Material shown >>

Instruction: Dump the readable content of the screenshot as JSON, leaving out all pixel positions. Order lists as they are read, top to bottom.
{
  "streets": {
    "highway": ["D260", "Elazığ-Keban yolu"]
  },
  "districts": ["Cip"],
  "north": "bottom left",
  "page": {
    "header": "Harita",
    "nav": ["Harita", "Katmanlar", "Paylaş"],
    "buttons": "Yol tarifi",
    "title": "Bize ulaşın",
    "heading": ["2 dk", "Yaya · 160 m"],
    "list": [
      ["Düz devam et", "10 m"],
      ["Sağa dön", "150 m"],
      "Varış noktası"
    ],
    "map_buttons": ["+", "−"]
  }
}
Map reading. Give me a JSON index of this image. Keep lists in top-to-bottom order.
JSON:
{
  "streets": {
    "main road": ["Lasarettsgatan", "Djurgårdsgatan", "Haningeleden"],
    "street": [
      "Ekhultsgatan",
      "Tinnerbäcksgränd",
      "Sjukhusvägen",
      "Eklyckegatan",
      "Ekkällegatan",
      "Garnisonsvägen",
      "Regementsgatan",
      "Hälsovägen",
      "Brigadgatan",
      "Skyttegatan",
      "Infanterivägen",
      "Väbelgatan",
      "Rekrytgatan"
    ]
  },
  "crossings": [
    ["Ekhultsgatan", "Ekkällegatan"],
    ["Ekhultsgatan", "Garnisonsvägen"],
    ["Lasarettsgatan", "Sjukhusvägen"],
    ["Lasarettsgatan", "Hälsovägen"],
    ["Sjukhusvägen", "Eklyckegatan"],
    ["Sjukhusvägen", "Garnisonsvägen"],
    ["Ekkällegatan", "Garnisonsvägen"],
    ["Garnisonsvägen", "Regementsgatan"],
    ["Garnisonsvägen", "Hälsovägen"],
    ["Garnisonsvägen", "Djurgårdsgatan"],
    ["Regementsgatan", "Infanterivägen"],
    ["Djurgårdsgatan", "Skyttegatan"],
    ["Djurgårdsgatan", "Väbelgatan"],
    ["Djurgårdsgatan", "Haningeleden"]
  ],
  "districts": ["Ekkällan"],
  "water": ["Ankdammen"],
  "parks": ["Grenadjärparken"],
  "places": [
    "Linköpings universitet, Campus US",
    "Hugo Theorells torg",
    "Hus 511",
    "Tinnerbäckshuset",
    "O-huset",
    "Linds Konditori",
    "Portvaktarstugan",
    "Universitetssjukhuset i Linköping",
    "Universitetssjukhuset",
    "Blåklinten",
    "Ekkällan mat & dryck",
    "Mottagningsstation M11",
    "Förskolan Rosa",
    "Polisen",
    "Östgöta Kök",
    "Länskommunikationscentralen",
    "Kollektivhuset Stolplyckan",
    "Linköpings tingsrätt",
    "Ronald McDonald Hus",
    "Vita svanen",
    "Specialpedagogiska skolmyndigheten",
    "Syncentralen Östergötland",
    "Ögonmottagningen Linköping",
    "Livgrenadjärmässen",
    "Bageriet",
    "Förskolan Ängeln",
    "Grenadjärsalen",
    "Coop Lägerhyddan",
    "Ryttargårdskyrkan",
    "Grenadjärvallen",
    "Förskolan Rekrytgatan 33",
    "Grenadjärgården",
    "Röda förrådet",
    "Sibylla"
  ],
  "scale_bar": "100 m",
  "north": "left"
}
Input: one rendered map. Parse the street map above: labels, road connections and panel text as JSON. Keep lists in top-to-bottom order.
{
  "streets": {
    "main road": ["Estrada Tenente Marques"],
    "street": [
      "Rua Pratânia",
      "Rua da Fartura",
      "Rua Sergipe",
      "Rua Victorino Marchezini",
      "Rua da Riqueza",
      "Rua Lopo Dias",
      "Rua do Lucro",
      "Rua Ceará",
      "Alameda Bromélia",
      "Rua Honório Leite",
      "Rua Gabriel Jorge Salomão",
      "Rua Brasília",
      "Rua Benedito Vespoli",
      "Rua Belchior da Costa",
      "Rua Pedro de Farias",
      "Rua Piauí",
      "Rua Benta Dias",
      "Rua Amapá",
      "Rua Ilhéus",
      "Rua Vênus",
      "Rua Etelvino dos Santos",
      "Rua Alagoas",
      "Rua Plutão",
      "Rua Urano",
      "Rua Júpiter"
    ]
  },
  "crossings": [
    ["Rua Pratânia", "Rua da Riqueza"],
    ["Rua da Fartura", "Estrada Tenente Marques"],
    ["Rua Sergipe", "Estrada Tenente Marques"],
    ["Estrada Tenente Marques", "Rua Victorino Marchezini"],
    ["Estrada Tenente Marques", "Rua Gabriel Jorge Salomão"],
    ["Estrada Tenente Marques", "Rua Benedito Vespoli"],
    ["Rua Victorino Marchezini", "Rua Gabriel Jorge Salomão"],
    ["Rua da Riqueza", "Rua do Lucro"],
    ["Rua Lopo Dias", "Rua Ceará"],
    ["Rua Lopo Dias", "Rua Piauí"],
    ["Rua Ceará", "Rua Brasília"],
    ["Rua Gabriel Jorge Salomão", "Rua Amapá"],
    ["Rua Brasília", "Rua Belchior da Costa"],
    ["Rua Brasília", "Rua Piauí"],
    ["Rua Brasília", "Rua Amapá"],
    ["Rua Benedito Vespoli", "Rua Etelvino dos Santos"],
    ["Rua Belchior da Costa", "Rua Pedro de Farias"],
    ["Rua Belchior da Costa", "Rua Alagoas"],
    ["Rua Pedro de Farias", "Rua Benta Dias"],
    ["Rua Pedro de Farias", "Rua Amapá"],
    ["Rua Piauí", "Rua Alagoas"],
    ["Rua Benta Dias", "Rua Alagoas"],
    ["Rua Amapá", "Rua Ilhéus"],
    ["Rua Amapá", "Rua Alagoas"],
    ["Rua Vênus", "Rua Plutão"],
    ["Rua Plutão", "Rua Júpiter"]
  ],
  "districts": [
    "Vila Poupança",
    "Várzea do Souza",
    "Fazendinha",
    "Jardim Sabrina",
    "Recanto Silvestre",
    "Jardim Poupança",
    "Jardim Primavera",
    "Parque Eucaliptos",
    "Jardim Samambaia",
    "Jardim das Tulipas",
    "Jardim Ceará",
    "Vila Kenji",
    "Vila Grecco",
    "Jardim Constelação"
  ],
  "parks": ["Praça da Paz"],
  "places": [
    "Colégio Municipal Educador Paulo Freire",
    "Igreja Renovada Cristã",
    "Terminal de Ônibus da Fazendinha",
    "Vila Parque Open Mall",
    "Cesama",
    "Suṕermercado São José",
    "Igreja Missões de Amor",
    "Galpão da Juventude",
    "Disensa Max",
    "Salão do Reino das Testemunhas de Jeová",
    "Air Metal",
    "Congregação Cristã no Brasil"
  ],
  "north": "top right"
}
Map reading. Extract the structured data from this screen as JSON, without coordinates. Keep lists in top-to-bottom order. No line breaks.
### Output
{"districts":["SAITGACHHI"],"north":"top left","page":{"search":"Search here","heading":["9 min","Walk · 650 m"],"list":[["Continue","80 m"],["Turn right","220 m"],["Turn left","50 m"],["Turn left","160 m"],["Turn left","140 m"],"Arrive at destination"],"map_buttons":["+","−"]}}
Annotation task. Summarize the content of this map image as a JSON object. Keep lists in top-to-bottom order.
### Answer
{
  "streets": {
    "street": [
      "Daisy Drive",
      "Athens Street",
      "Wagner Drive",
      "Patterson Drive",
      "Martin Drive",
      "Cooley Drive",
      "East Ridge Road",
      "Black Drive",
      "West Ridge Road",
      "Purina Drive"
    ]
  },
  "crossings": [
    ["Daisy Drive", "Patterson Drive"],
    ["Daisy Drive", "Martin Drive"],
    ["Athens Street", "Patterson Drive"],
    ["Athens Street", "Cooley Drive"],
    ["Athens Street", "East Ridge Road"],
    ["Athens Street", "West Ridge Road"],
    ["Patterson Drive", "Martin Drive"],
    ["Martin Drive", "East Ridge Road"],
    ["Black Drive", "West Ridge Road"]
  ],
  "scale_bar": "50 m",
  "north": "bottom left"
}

Task goal >> Wherever a line above contains the string "Pratânia", copy that line.

Result of the exercise >>
      "Rua Pratânia",
    ["Rua Pratânia", "Rua da Riqueza"],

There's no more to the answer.